WORK REQUIRED: Copy out the data exactly, leaving the pictures behind.

MATERIALS PROVIDED:
+ + + +

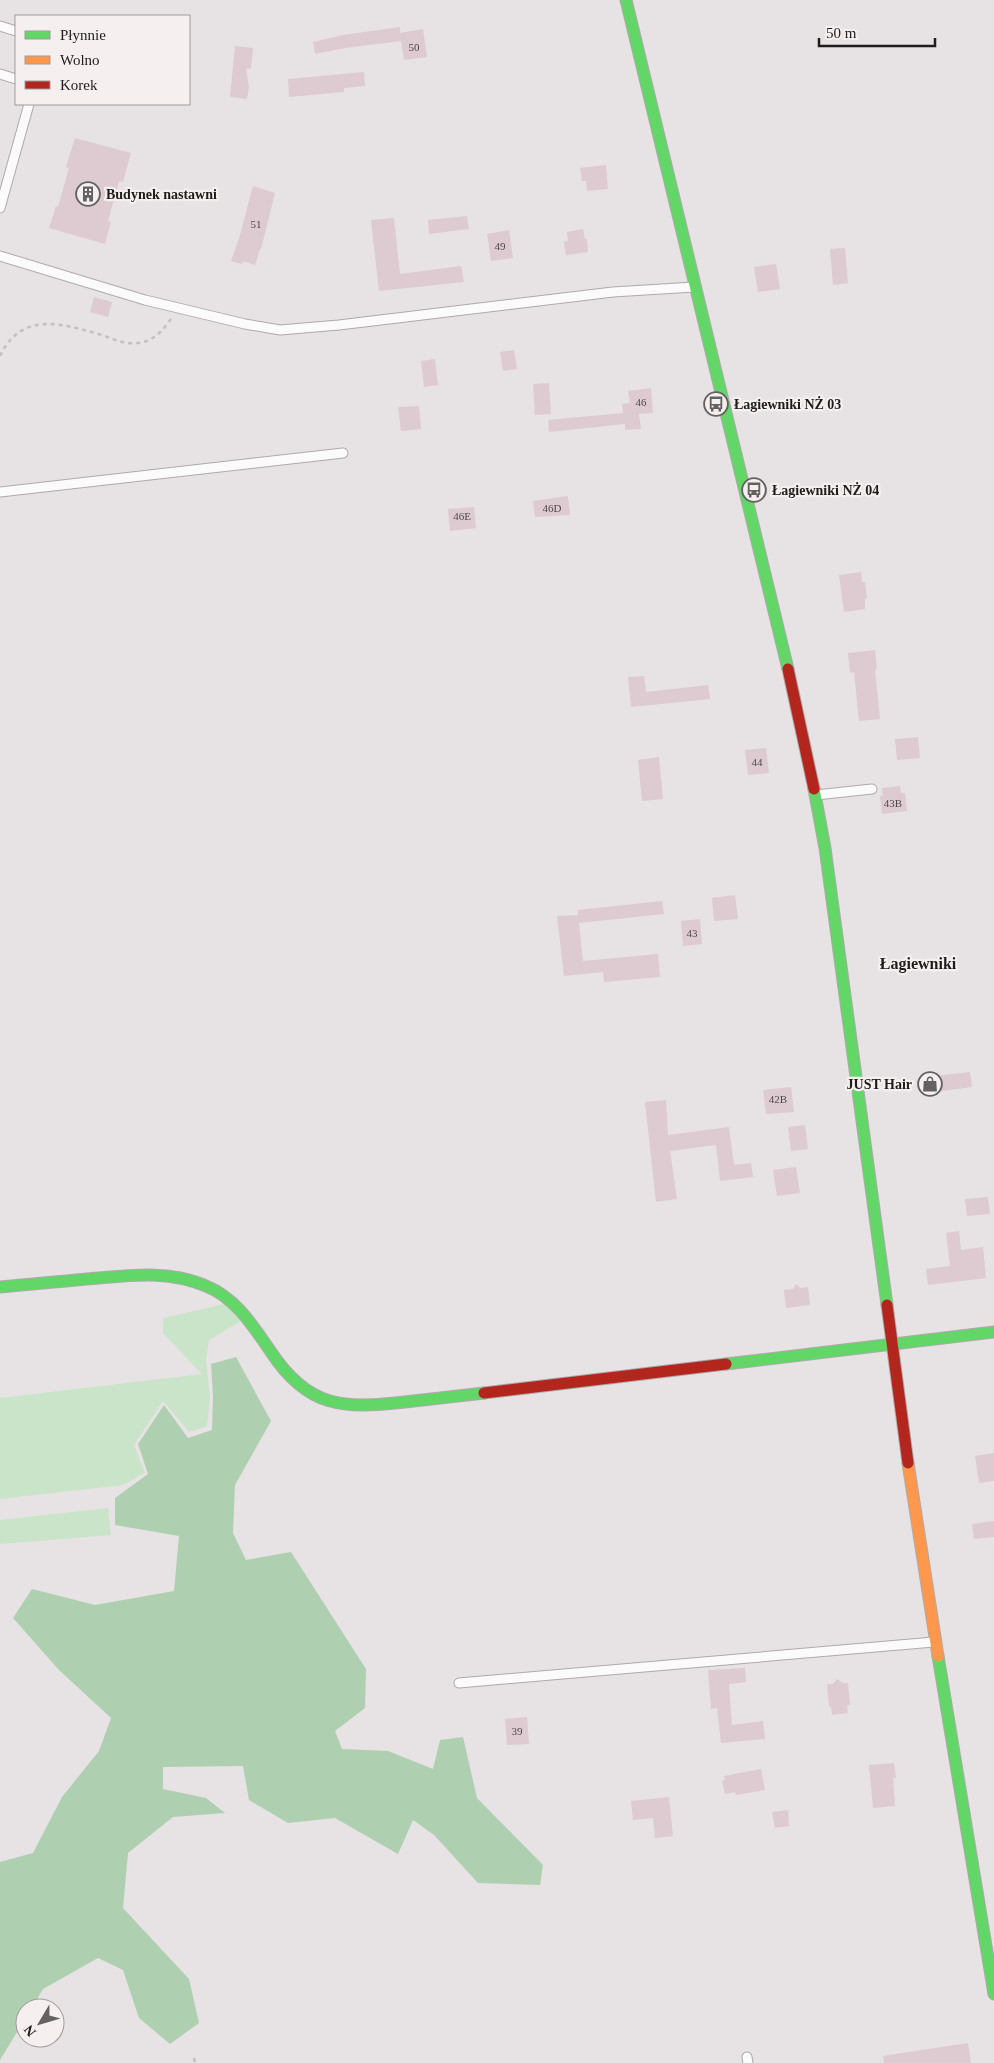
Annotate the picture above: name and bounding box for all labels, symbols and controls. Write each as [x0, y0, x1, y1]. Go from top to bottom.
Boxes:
legend [15, 15, 190, 105]
scale bar [819, 15, 935, 47]
text: 50 m [826, 25, 857, 41]
text: Płynnie [60, 27, 106, 43]
house number: 50 [409, 41, 420, 53]
text: Wolno [60, 52, 100, 68]
text: Korek [60, 77, 98, 93]
building icon: Budynek nastawni [75, 181, 101, 207]
place label: Budynek nastawni [106, 187, 217, 202]
house number: 51 [251, 218, 262, 230]
house number: 49 [495, 240, 506, 252]
bus stop icon: Łagiewniki NŻ 03 [703, 391, 729, 417]
house number: 46 [636, 396, 647, 408]
place label: Łagiewniki NŻ 03 [734, 396, 841, 412]
bus stop icon: Łagiewniki NŻ 04 [741, 477, 767, 503]
place label: Łagiewniki NŻ 04 [772, 482, 879, 498]
house number: 46D [543, 502, 562, 514]
house number: 46E [453, 510, 471, 522]
house number: 44 [752, 756, 763, 768]
house number: 43B [884, 797, 902, 809]
house number: 43 [687, 927, 698, 939]
district label: Łagiewniki [880, 955, 957, 973]
shop icon: JUST Hair [917, 1071, 943, 1097]
place label: JUST Hair [847, 1077, 912, 1092]
house number: 42B [769, 1093, 787, 1105]
house number: 39 [512, 1725, 523, 1737]
north arrow [15, 1998, 65, 2048]
text: N [21, 2022, 39, 2039]

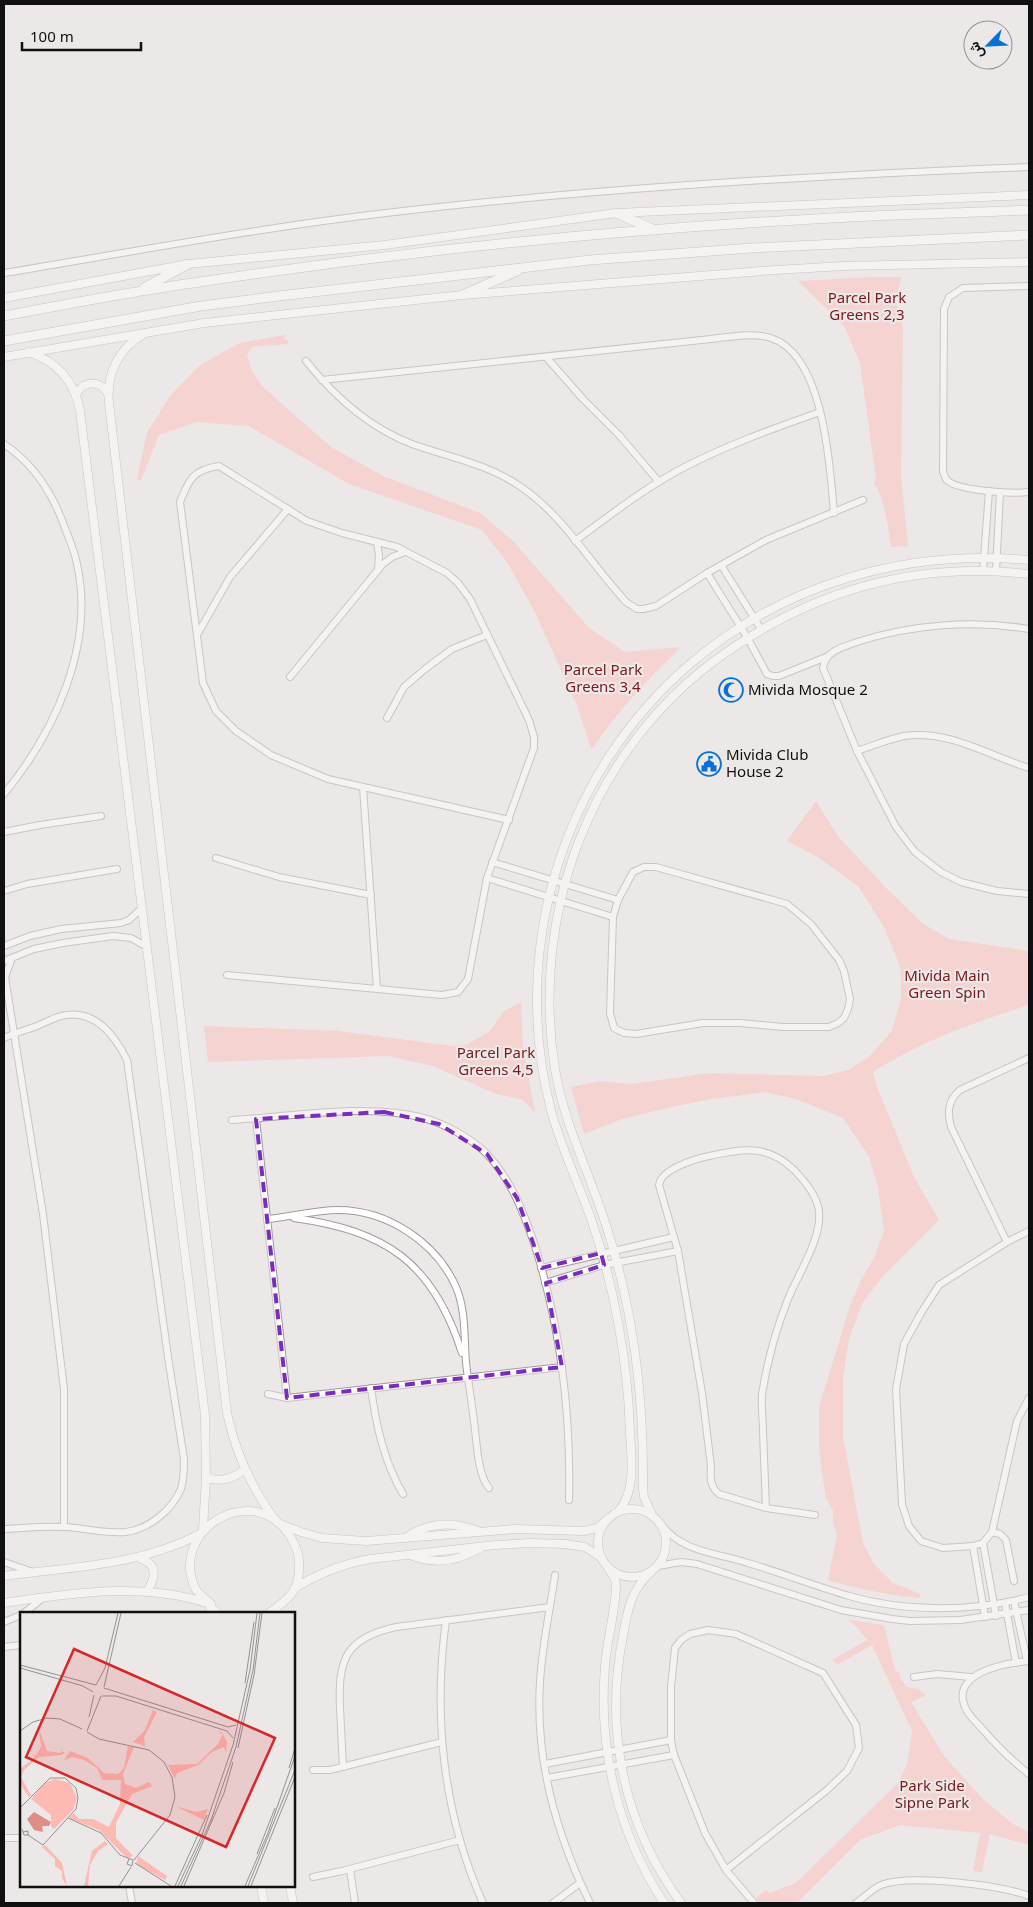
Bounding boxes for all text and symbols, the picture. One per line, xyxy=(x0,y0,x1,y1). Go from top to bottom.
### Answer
scale bar xyxy=(22,20,141,52)
north arrow xyxy=(963,20,1013,70)
text: 100 m xyxy=(30,26,74,46)
text: ش xyxy=(963,39,988,62)
park label: Parcel Park Greens 2,3 xyxy=(828,287,906,324)
park label: Parcel Park Greens 3,4 xyxy=(564,659,642,696)
mosque icon: Mivida Mosque 2 xyxy=(718,677,744,703)
place label: Mivida Mosque 2 xyxy=(748,679,868,699)
place label: Mivida Club House 2 xyxy=(726,744,808,781)
public building icon: Mivida Club House 2 xyxy=(696,751,722,777)
park label: Mivida Main Green Spin xyxy=(904,965,990,1002)
park label: Parcel Park Greens 4,5 xyxy=(457,1042,535,1079)
inset map xyxy=(20,1612,295,1887)
park label: Park Side Sipne Park xyxy=(895,1775,969,1812)

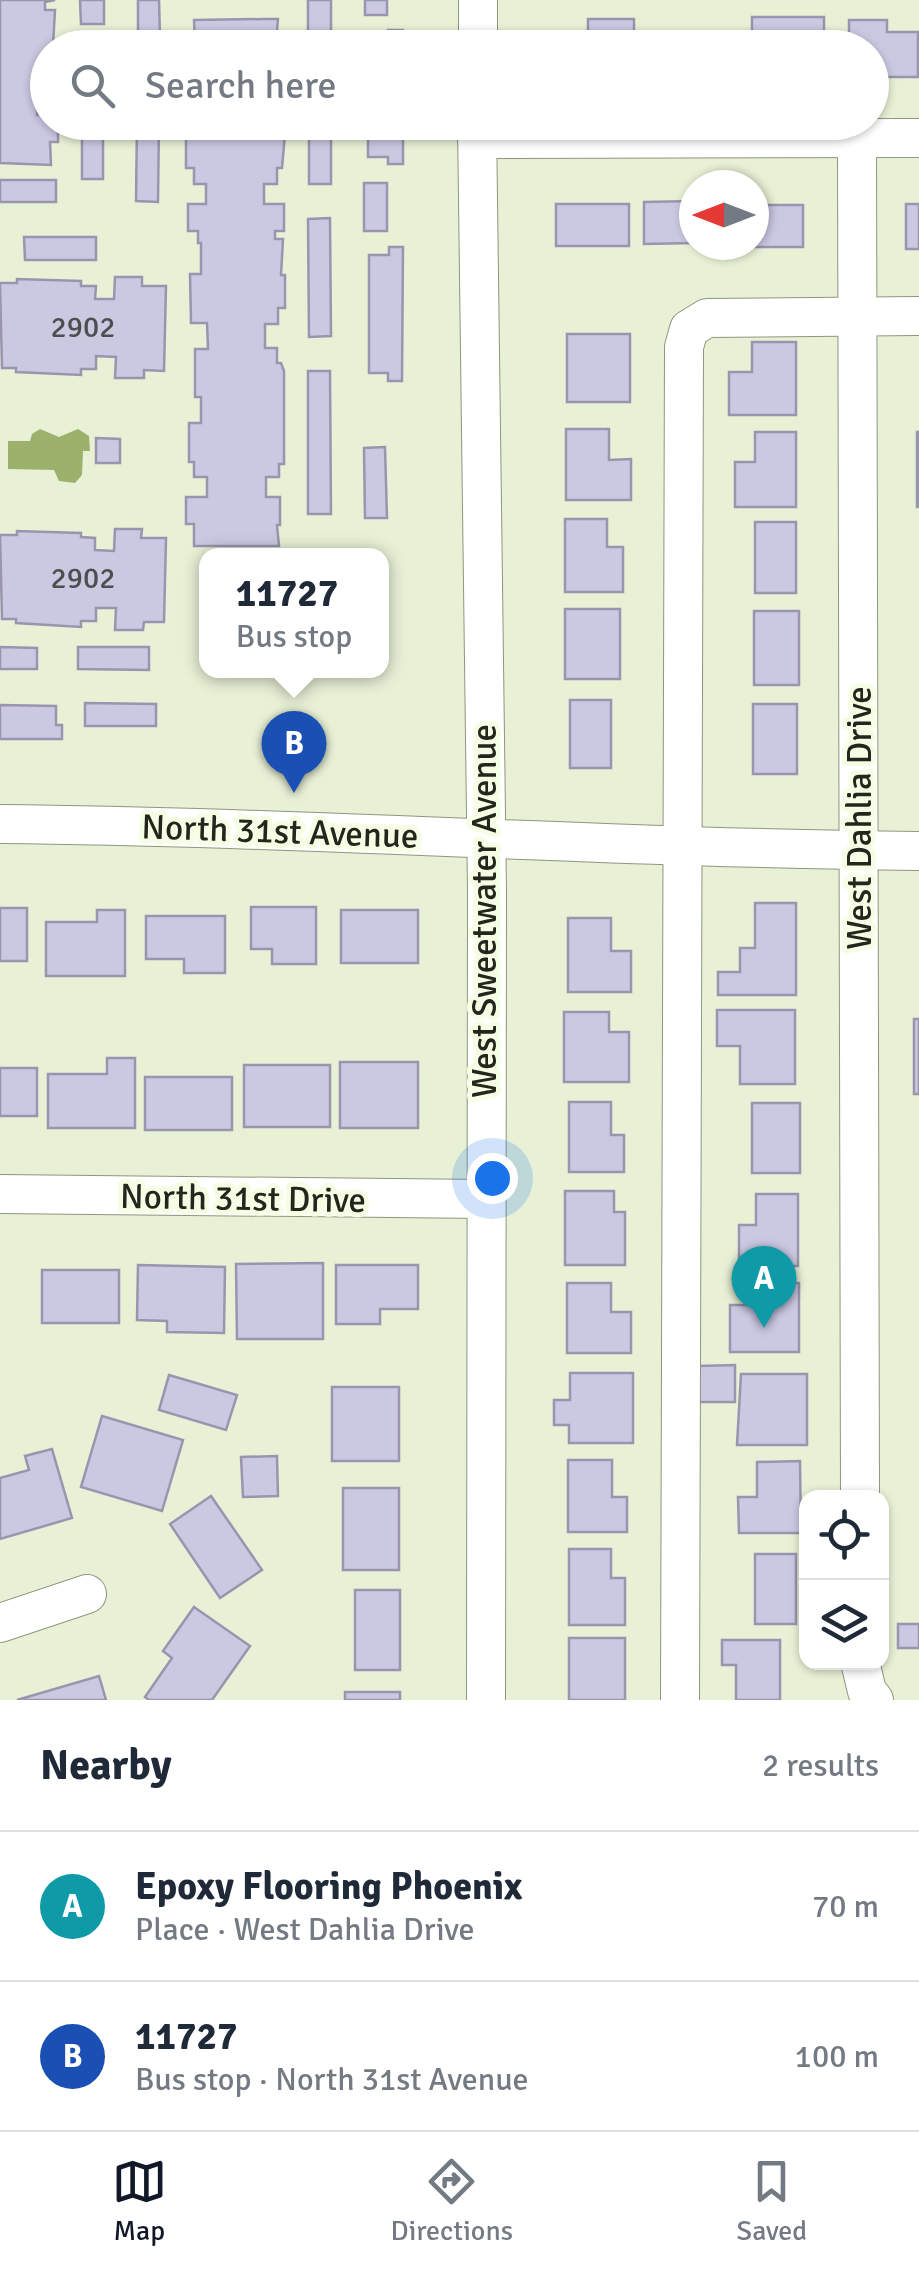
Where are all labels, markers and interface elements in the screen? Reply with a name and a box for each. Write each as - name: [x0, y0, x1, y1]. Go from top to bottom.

+ + + +

ANSWER TO THIS TASK:
Annotate the picture above: name and bounding box for all labels, symbols and controls. Write each as [x0, y0, x1, y1]. Go from top to bottom.
Boxes:
legend [15, 15, 190, 105]
scale bar [819, 15, 935, 47]
text: 50 m [826, 25, 857, 41]
text: Płynnie [60, 27, 106, 43]
house number: 50 [409, 41, 420, 53]
text: Wolno [60, 52, 100, 68]
text: Korek [60, 77, 98, 93]
building icon: Budynek nastawni [75, 181, 101, 207]
place label: Budynek nastawni [106, 187, 217, 202]
house number: 51 [251, 218, 262, 230]
house number: 49 [495, 240, 506, 252]
bus stop icon: Łagiewniki NŻ 03 [703, 391, 729, 417]
house number: 46 [636, 396, 647, 408]
place label: Łagiewniki NŻ 03 [734, 396, 841, 412]
bus stop icon: Łagiewniki NŻ 04 [741, 477, 767, 503]
place label: Łagiewniki NŻ 04 [772, 482, 879, 498]
house number: 46D [543, 502, 562, 514]
house number: 46E [453, 510, 471, 522]
house number: 44 [752, 756, 763, 768]
house number: 43B [884, 797, 902, 809]
house number: 43 [687, 927, 698, 939]
district label: Łagiewniki [880, 955, 957, 973]
shop icon: JUST Hair [917, 1071, 943, 1097]
place label: JUST Hair [847, 1077, 912, 1092]
house number: 42B [769, 1093, 787, 1105]
house number: 39 [512, 1725, 523, 1737]
north arrow [15, 1998, 65, 2048]
text: N [21, 2022, 39, 2039]

Bounding boxes for all text and symbols, the picture. One per line, xyxy=(x0,y0,x1,y1). Go from top to bottom.
### Answer
scale bar xyxy=(22,20,141,52)
north arrow xyxy=(963,20,1013,70)
text: 100 m xyxy=(30,26,74,46)
text: ش xyxy=(963,39,988,62)
park label: Parcel Park Greens 2,3 xyxy=(828,287,906,324)
park label: Parcel Park Greens 3,4 xyxy=(564,659,642,696)
mosque icon: Mivida Mosque 2 xyxy=(718,677,744,703)
place label: Mivida Mosque 2 xyxy=(748,679,868,699)
place label: Mivida Club House 2 xyxy=(726,744,808,781)
public building icon: Mivida Club House 2 xyxy=(696,751,722,777)
park label: Mivida Main Green Spin xyxy=(904,965,990,1002)
park label: Parcel Park Greens 4,5 xyxy=(457,1042,535,1079)
inset map xyxy=(20,1612,295,1887)
park label: Park Side Sipne Park xyxy=(895,1775,969,1812)

Where are all labels, markers and interface elements in the screen? Reply with a name and a box for each. Write each as - name: [x0, y0, x1, y1]. Go from top to bottom.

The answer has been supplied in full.